The Medvedev Forest massacre () or Orel massacre (Орловский расстрел) was a mass execution in the Soviet Union carried out by the Soviet secret police NKVD on 11 September 1941. Barely three months after the German invasion of the Soviet Union, 157 political prisoners incarcerated at Oryol Prison were executed in Medvedev Forest, just outside the Russian city of Oryol, by personal order of Joseph Stalin. This execution was one of the many massacres of prisoners hastily committed by the NKVD in 1941 in the wake of German invasion.

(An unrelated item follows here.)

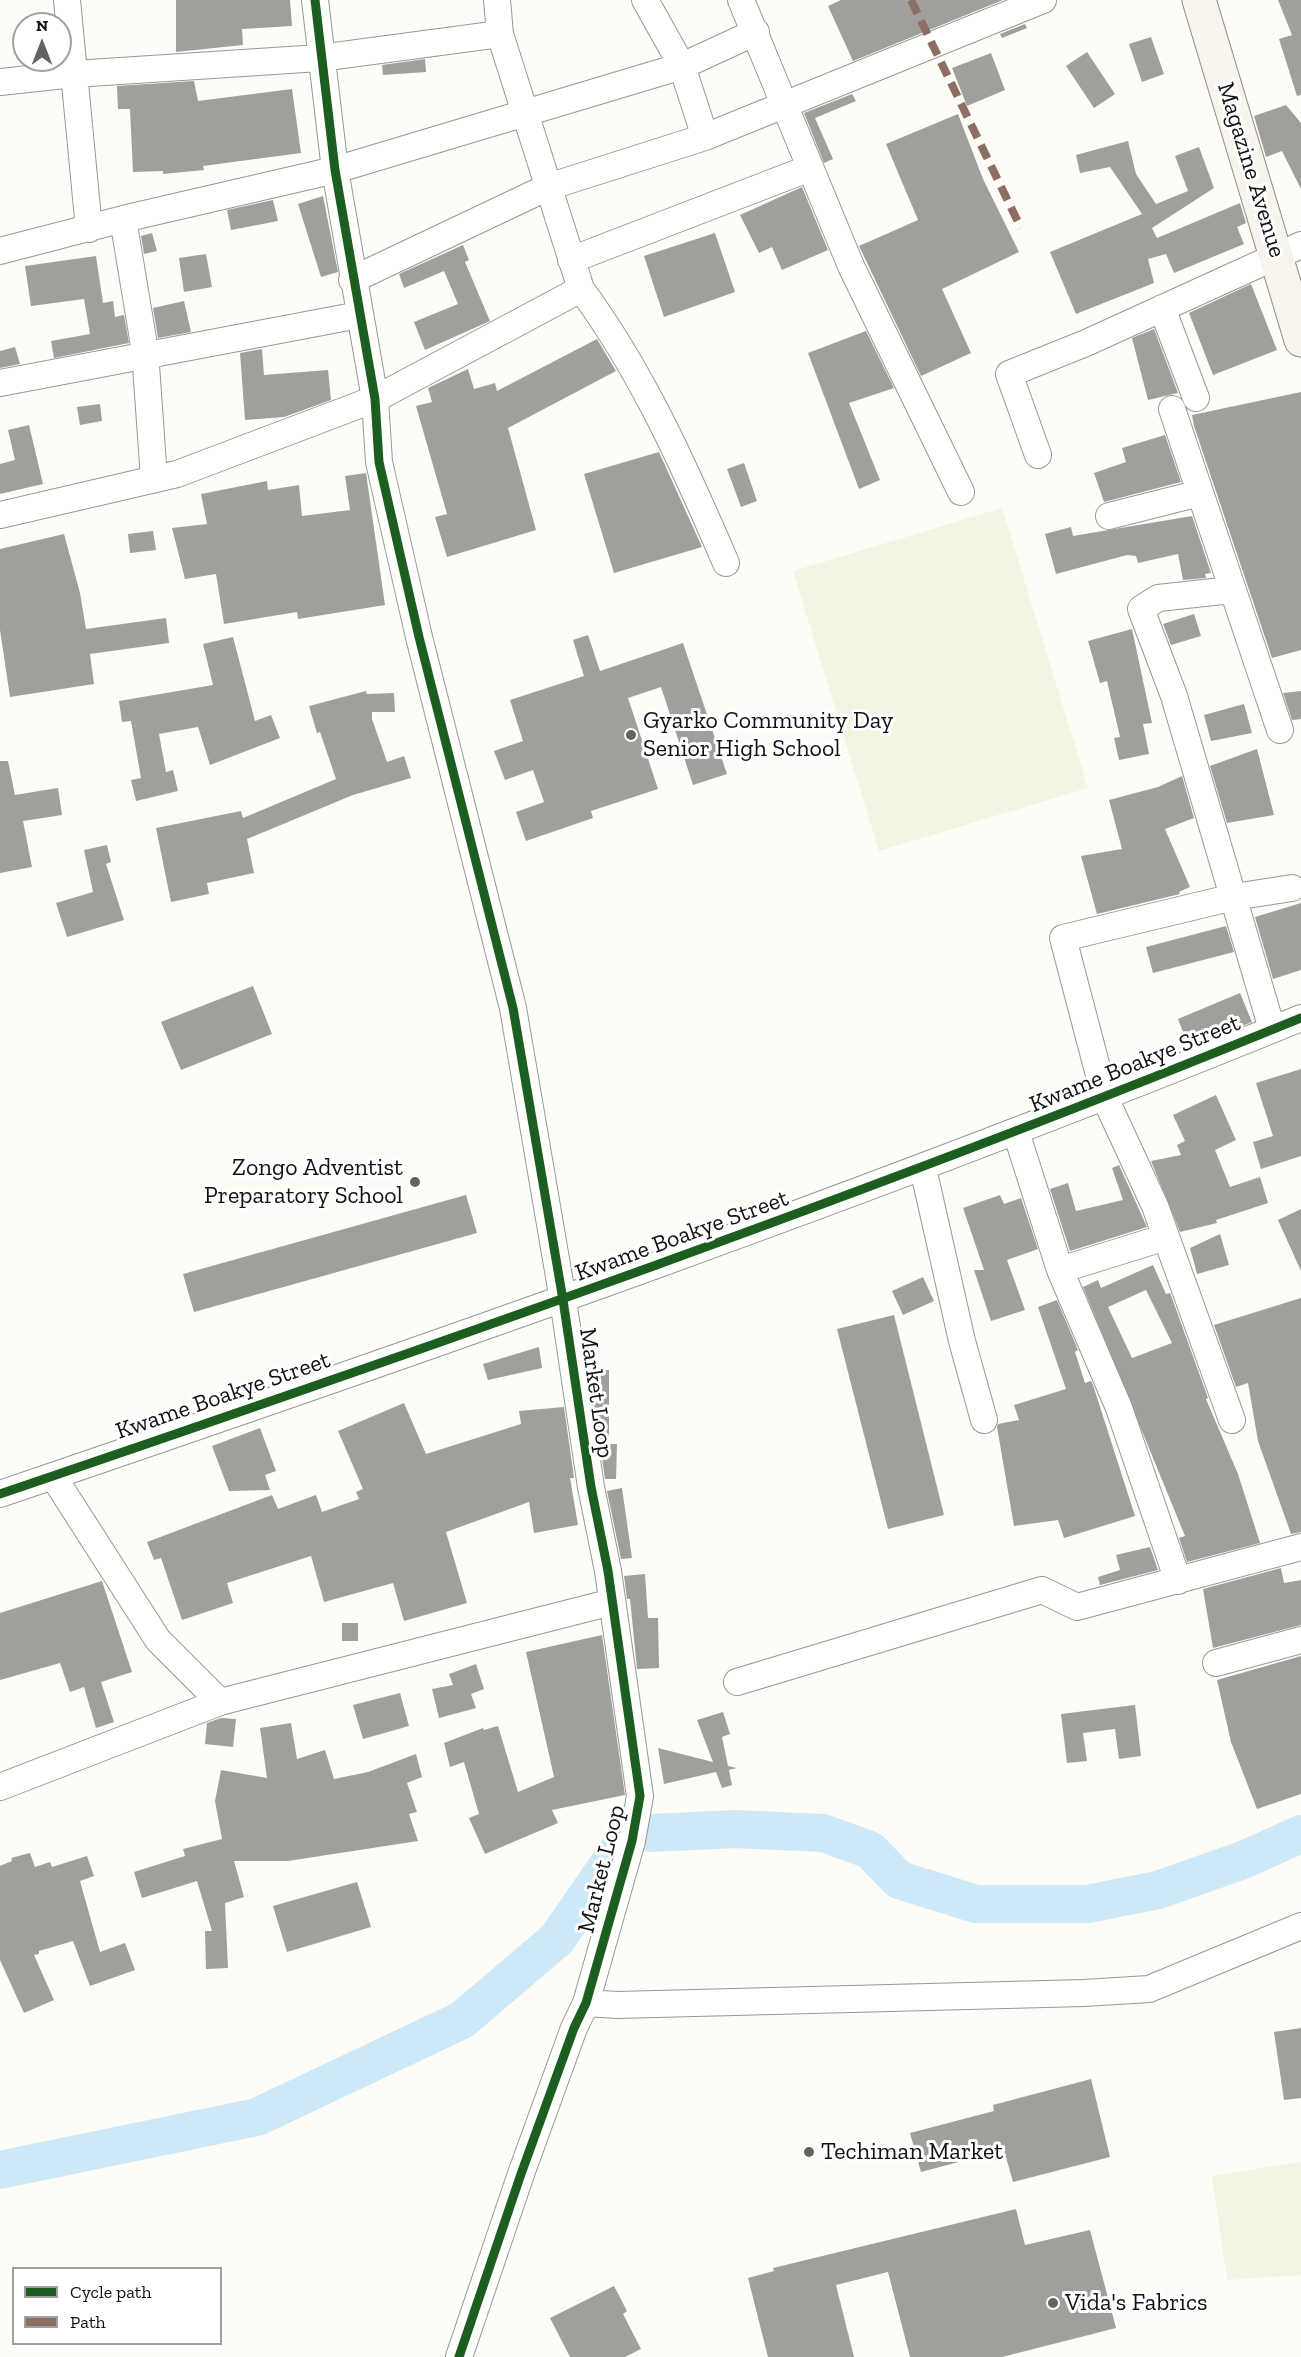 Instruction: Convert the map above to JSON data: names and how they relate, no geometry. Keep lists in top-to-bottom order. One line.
{"streets":{"street":["Magazine Avenue","Kwame Boakye Street","Market Loop"]},"crossings":[["Kwame Boakye Street","Market Loop"]],"places":["Gyarko Community Day Senior High School","Zongo Adventist Preparatory School","Techiman Market","Vida's Fabrics"],"legend":["Cycle path","Path"],"north":"top"}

In 1941, the Oryol Prison contained some five thousand political prisoners. On 5 September 1941, on the order of Lavrentiy Beria, the NKVD composed a list of 170 Oryol prisoners to be executed. Beria claimed they formed the "more angry part of the prisoners" and that they "performed defeatist agitation and attempted to organize escapes with the aim of renewing underground activities". The list was sent to Stalin, who approved it. On 8 September, judges Vasiliy Ulrikh (as chairman of the collegium), Dmitri Kandybin and Vasiliy Bukanov, without any litigation and without any kind of investigation, formally sentenced 161 persons to death. By the time of the execution, some in the list had already died or had been transferred while others had been released. 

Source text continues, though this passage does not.